(WHAT YOU WILL DO): Report the tally of lines in the material below that have the string "active", with no other output.

=-=-=

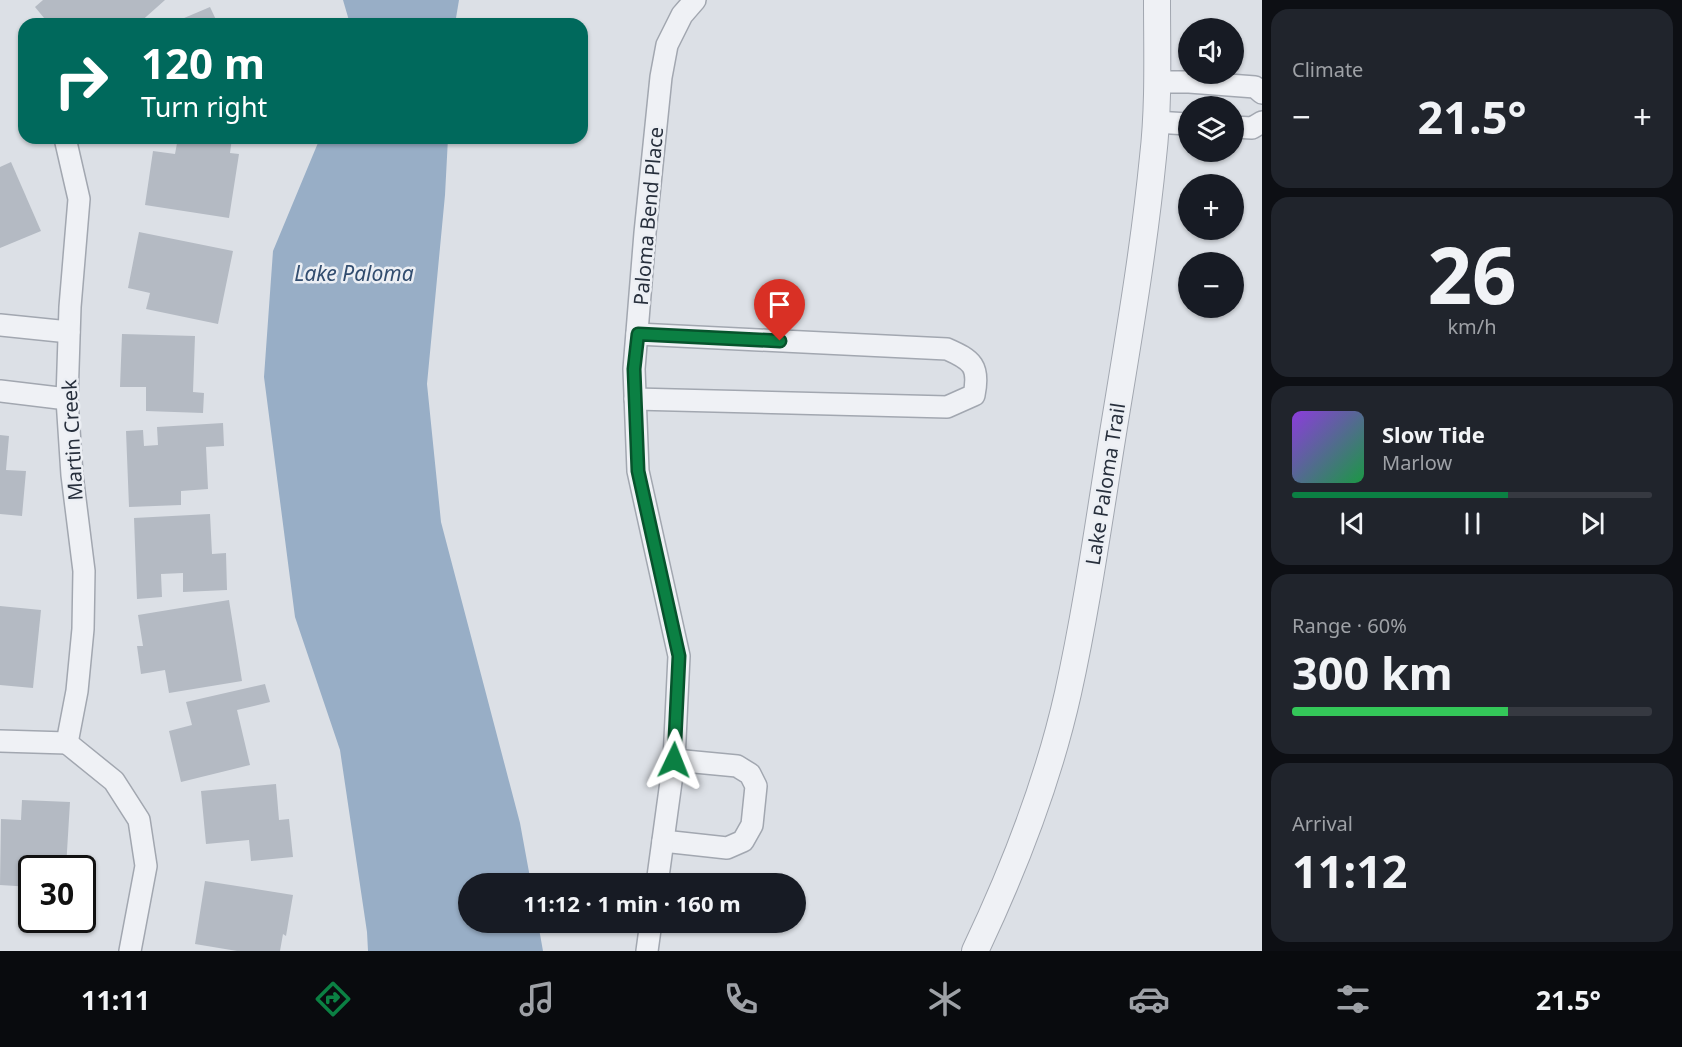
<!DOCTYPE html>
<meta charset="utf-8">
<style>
:root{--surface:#171b24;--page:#20242c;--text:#f1f3f6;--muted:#9ea1a6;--line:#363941;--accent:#0b8043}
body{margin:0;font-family:"Noto Sans",sans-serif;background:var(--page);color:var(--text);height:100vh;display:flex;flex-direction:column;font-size:22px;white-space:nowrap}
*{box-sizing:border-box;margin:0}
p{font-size:20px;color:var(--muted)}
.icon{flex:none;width:33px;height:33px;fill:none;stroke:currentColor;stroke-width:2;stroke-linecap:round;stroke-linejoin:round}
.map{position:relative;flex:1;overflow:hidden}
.sheet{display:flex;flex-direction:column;gap:9px;padding:9px;background:#0d0f14;width:420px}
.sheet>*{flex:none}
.top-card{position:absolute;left:18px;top:18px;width:570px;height:126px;border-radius:18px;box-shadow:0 2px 4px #0004;background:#00695c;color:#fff;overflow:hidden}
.controls{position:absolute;left:1178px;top:18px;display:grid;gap:12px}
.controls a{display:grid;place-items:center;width:66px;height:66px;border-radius:50%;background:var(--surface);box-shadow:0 2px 4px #0004;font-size:30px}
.speed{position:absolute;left:18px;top:855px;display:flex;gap:12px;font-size:30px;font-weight:700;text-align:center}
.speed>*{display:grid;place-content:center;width:78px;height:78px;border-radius:50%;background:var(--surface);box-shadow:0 2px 4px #0004;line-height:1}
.speed .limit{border:3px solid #111;border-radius:9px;background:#fff;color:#111}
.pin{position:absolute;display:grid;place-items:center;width:51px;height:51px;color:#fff;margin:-62px -26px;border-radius:50% 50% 50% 0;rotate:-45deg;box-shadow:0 0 6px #0007}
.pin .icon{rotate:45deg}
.me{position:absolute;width:66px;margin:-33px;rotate:2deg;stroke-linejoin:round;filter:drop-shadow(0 0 4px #0008)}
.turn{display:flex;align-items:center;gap:21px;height:126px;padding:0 24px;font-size:27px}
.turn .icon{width:78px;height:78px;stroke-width:2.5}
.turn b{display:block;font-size:42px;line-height:51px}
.big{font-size:45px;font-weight:700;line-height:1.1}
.sheet .tile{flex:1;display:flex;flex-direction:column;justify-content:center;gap:9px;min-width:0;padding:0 21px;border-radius:18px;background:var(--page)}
.sheet .dial{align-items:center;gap:0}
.dial b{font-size:78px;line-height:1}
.song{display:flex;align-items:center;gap:18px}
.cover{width:72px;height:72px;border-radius:9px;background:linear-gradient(135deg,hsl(270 70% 55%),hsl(140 70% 35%))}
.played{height:6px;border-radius:3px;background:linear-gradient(90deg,var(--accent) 60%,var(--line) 60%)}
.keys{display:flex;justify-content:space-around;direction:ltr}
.heat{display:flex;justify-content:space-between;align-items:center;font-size:33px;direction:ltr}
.charge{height:9px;border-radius:4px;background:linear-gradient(90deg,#34c759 60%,var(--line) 0)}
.trip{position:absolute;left:458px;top:873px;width:348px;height:60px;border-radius:30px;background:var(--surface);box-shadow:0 2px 4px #0004;font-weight:700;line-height:60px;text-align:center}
.menu{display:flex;height:96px;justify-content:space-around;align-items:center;background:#090b0e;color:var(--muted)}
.menu .icon{width:42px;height:42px}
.menu .active{color:var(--accent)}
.menu b{font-size:27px;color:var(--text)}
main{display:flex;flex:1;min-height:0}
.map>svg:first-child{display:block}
.water{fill:#98aec6}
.building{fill:#b4bac3}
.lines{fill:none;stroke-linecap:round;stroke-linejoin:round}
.minor-casing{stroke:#a2a7b0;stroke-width:24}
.tertiary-casing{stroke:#a2a7b0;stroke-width:28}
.minor{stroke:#eff1f5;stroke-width:21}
.tertiary{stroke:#eff1f5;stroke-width:26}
.route-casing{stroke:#07532c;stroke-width:15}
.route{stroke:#0b8043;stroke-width:10}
.labels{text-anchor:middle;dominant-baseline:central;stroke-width:5;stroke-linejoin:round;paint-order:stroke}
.street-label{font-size:20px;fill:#272f3c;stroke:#eceff4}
.water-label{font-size:21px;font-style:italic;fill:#324d6f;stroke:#eceff4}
</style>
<main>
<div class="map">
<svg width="1262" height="951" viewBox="0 0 1262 951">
<rect width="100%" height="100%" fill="#dce0e6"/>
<!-- water -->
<g class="water">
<polygon points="343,0 459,0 455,24 350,24"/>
<polygon points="320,138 448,138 445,195 427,384 441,522 520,823 531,883 468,884 468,922 538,923 543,951 368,951 367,932 340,750 295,617 264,377 273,251"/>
</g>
<!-- building -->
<g class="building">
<polygon points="43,0 165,0 138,24 49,24 35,7"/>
<polygon points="210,7 218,24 170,24"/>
<polygon points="178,138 232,138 230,153 239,154 229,218 145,205 153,151 175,154"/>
<polygon points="11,162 41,231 0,248 0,167"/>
<polygon points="139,232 233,251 218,324 146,309 150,293 128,288"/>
<polygon points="122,334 195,336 193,392 204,393 203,413 146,411 146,387 120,387"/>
<polygon points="223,423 224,446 206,447 208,489 181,491 181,505 129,507 126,431 143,430 144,446 158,445 157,427"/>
<polygon points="0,435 9,436 6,470 26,471 22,516 0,514"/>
<polygon points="210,514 212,554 226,553 227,590 183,592 183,573 161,574 162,597 137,599 134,518"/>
<polygon points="229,600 242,681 169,693 165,670 141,674 137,646 143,646 138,615"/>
<polygon points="0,606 41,610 33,688 0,685"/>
<polygon points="265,684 270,702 237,710 250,765 181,782 169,731 192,725 186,702"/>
<polygon points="276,784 279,820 289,819 293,857 251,861 249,840 206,844 201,791"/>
<polygon points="22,800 70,802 66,868 32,868 32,887 0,885 1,819 21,820"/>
<polygon points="205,881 293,895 286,936 283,934 280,951 237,951 195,944"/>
</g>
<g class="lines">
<defs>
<g id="minor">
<polyline points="1157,82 1189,82 1255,87 1262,93"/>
<polyline points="1155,122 1188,124"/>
<polyline points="1233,127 1252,128 1262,122"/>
<polyline points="65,138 79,199 70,307 67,399 72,475 84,571 83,629 77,691 67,743"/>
<polyline points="0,325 69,332"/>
<polyline points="0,391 67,399"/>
<path d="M635,399L947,407L974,395C980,366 972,360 947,349L637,334"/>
<polyline points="0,741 67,743"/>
<polyline points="67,743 114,781 139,820 146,866 130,951"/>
<polyline points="663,841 727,848 743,841 752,825 756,786 750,774 737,766 674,760"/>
<polyline points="657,884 674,760 679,656 638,471 634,369 645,233 661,77 667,45 682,15 695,0"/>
<polyline points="647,951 651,922"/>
</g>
<path id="tertiary" d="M975,951C1014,869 1048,782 1068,693C1087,607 1099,520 1113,433C1128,341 1144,249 1153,157C1159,105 1157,52 1157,0"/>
</defs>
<!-- minor casing -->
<use href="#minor" class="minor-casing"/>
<!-- tertiary casing -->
<use href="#tertiary" class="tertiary-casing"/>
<!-- minor -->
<use href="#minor" class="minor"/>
<!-- tertiary -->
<use href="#tertiary" class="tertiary"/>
</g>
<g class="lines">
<defs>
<polyline id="route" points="674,760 679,656 638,471 634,369 638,334 780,341"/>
</defs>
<!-- route casing -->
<use href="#route" class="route-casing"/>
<!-- route -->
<use href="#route" class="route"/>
</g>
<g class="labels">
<!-- street labels -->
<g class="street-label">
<text transform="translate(648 216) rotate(-85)">Paloma Bend Place</text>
<text transform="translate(72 440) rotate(-93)">Martin Creek</text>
<text transform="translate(1105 484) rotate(-81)">Lake Paloma Trail</text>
</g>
<!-- water labels -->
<g class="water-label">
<text x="354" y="273">Lake Paloma</text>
</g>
</g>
</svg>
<div class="controls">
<a><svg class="icon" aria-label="sound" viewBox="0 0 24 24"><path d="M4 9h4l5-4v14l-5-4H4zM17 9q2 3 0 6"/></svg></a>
<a><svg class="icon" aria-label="layers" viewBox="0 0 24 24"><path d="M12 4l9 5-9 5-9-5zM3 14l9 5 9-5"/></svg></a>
<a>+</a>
<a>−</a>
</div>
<div class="speed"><div class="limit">30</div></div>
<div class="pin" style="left:780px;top:341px;background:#d93025"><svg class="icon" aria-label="arrive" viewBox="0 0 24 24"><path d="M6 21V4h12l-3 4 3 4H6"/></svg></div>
<svg class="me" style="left:674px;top:760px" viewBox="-20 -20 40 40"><path d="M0-17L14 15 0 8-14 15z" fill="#0b8043" stroke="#fff" stroke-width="4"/></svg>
<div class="trip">11:12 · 1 min · 160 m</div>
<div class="top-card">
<div class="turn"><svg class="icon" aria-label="right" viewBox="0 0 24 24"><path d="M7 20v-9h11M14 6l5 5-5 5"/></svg><div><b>120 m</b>Turn right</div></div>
</div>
</div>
<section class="sheet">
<div class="tile"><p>Climate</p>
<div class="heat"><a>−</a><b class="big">21.5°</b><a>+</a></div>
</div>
<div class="tile dial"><b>26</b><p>km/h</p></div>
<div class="tile">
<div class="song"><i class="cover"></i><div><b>Slow Tide</b><p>Marlow</p></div></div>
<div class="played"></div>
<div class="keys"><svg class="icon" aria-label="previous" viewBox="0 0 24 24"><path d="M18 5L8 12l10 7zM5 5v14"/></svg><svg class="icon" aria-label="pause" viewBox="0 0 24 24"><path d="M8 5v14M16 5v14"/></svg><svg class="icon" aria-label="next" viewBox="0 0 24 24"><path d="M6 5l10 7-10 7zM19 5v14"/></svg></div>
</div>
<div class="tile"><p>Range · 60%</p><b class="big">300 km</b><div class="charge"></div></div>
<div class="tile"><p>Arrival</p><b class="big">11:12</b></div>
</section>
</main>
<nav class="menu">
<b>11:11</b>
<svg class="icon active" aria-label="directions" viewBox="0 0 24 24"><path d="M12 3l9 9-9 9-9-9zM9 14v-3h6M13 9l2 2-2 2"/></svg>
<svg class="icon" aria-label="music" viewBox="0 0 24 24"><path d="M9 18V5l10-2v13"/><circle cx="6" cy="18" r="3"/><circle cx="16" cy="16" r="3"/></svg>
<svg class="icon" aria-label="phone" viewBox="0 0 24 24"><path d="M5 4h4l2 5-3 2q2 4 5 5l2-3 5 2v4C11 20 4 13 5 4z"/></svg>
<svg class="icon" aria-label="climate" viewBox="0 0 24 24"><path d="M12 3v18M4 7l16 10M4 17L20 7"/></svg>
<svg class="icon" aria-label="car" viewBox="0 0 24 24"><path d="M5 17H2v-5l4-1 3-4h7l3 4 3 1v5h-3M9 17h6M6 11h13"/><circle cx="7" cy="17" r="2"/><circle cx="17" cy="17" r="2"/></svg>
<svg class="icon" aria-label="filters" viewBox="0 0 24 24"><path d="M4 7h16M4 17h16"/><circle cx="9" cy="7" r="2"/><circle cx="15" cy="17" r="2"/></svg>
<b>21.5°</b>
</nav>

=-=-=

(SOLUTION FOR THIS EXERCISE): 2